- _Work order_
Every line in the data below that holds "Give" should be found and copied.

Extracted data entries
"""

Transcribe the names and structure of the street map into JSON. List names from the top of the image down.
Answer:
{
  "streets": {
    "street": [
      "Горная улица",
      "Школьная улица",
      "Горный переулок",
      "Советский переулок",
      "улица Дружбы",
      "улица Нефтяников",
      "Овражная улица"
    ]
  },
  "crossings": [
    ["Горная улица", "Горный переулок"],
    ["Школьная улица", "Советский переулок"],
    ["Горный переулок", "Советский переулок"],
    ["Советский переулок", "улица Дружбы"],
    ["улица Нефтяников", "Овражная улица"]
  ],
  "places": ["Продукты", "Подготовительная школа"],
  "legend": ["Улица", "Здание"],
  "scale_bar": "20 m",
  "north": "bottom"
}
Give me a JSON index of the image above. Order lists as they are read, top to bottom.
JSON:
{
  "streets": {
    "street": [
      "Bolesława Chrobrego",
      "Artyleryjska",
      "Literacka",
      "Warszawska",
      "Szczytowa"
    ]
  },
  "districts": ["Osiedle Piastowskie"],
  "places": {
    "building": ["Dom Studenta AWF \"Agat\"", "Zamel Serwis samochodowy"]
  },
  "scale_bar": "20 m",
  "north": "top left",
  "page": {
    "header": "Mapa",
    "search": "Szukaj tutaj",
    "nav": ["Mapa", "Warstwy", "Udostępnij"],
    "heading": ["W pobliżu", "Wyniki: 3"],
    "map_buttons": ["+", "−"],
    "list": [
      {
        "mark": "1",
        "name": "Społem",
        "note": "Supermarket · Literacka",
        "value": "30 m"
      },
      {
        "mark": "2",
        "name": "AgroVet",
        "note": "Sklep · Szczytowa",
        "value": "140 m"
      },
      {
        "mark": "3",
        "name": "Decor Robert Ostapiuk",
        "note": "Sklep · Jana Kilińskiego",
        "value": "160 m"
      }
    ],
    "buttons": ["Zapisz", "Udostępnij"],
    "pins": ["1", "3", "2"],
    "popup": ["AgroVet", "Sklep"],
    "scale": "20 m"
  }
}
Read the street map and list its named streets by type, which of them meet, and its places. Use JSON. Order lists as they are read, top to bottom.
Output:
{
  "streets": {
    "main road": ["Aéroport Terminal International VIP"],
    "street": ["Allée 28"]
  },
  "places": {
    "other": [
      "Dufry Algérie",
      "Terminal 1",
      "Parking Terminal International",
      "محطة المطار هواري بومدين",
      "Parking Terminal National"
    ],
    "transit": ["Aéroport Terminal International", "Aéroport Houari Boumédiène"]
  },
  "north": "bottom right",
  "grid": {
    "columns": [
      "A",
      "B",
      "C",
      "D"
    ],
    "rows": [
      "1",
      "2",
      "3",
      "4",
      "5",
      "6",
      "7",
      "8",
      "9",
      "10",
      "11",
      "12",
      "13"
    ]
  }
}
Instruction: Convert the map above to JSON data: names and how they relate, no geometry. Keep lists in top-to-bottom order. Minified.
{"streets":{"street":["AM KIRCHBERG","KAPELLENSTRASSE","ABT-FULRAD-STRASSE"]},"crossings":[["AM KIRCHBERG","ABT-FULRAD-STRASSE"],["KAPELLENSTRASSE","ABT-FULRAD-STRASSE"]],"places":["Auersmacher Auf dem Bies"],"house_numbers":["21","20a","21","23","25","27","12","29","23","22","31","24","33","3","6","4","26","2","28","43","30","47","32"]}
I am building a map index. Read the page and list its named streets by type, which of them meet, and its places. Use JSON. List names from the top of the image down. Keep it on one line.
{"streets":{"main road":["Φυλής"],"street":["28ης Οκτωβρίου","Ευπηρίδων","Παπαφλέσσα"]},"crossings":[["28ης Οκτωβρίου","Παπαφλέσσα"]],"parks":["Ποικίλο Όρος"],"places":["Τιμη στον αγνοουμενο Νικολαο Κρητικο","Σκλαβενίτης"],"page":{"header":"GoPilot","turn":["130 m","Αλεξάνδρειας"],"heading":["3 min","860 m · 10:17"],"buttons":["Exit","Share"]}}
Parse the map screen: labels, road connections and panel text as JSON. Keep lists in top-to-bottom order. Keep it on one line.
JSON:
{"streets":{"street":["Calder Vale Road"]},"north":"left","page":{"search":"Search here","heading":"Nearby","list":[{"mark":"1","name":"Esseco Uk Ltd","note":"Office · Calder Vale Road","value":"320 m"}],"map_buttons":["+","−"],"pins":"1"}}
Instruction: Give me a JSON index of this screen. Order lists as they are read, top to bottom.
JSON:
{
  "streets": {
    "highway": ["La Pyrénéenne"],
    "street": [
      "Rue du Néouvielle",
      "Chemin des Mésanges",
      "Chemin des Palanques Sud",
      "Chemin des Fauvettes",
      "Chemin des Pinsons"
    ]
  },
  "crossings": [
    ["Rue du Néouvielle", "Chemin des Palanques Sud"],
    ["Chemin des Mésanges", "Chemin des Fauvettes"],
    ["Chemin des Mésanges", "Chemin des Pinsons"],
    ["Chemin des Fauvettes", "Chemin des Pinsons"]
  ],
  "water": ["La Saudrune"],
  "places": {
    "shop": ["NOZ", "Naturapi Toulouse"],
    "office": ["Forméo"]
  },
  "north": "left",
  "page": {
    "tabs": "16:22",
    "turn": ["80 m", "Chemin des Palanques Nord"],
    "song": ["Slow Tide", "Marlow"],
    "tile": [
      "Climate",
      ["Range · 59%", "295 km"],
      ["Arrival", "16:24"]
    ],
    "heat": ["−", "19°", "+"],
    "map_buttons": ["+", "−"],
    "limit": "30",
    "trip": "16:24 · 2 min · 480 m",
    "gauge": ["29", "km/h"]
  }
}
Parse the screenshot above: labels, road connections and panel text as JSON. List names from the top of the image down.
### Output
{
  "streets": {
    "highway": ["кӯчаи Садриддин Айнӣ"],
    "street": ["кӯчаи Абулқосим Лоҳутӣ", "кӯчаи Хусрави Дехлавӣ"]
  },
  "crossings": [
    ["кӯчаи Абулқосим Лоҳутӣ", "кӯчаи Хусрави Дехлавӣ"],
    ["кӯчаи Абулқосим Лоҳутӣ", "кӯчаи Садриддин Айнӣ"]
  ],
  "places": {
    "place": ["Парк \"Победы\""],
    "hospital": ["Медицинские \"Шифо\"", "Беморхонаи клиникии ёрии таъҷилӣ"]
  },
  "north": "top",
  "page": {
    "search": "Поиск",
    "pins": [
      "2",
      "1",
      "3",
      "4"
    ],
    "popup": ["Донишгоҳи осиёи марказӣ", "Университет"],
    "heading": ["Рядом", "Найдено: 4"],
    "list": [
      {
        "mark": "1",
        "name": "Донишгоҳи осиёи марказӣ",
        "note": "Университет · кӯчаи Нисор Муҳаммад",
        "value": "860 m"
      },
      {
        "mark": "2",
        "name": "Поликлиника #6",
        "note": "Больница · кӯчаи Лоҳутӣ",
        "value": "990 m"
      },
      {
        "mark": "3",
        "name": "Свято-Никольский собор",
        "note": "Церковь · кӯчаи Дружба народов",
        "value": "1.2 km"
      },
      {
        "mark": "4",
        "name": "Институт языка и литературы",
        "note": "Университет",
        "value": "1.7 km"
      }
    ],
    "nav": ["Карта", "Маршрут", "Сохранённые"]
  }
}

"""

- _Answer to this problem_
Give me a JSON index of the image above. Order lists as they are read, top to bottom.
Instruction: Give me a JSON index of this screen. Order lists as they are read, top to bottom.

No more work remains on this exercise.